Parking, water, a town park and even room for a police station: the prospects of buying a neighboring RV park and revamping it for town use left the Star Valley town council giddy with the possibilities Tuesday night.
While the council did not make any decisions, it said it would hold a work-study to delve into the possibility of purchasing the Lazy D Ranch Apartments and RV Resort, which borders town hall on two sides.
“This is exciting stuff,” said Mayor Bill Rappaport.
Doug daCosta, owner of the park, said adding the park to the current town facilities would not only give the town room to grow, but also give it a water source.
daCosta sold Star Valley its town hall a year ago for $235,500. The 1,850-square-foot space gave the town a place to go after it fled from a rental across the street. But the two-story building is cramped, with council meetings just fitting in the front foyer. Limited parking also means if more than a dozen residents wanted to attend a council meeting, they would have to park elsewhere.
The two-acre RV park behind town hall has plenty of access, fronts Highway 260, comes with three billboards and already has several buildings on site.
In addition, the site has a well — a good well, daCosta said.
Since the town incorporated in 2005, councilors have dreamed of getting their hands on a water source. Doing so would make the town a “water purveyor” and therefore eligible for an allocation of Blue Ridge water.
But that is all down the road. For now, the main concern remains how much the RV park will cost.
daCosta, who bought the property in 1995, refused to disclose the price, but said a conservative appraiser had done a fair assessment. Town Manager/Attorney Tim Grier said when he looked at the price last year it was high.
“I don’t think the price is something Star Valley residents would embrace,” Grier said.
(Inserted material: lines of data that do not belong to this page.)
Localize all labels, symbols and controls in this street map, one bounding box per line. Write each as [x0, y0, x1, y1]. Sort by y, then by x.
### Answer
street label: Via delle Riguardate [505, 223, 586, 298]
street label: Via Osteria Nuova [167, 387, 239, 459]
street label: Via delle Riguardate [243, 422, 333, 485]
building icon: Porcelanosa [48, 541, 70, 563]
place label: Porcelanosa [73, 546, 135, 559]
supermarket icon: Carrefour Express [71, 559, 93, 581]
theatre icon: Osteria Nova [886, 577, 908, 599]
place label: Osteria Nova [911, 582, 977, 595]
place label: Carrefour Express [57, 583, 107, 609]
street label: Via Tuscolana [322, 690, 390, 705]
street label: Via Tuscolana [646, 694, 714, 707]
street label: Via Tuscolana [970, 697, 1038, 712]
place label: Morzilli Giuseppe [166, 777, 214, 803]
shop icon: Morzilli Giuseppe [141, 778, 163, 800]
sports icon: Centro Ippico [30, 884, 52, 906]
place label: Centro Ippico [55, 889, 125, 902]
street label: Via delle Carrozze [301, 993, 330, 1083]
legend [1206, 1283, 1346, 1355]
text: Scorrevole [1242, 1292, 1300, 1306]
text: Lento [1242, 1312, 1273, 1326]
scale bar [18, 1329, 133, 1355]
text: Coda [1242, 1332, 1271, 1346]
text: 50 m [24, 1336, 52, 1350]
The property and the business have a lot of value and it is in one of the prettiest locations in town, daCosta said.
“I don’t want to put any pressure on the town, but I believe the property will sell fast when it does go up for sale,” daCosta said.
Currently, the park brings in roughly $100,000 in revenue a year, said daCosta. The billboards bring in another $18,000.
daCosta does not have immediate plans to sell the property, but he is looking at listing it within a year. daCosta promised Grier that if he does sell, he would give the town first right of refusal.
If the town buys the property, but does not have immediate plans for its use, daCosta suggested leasing it out. Rappaport said with so many options to consider, the council would need to meet at least once in work-study.
“Doug was wonderful to work with when we purchased this property and I look forward to working with him on this,” Grier said.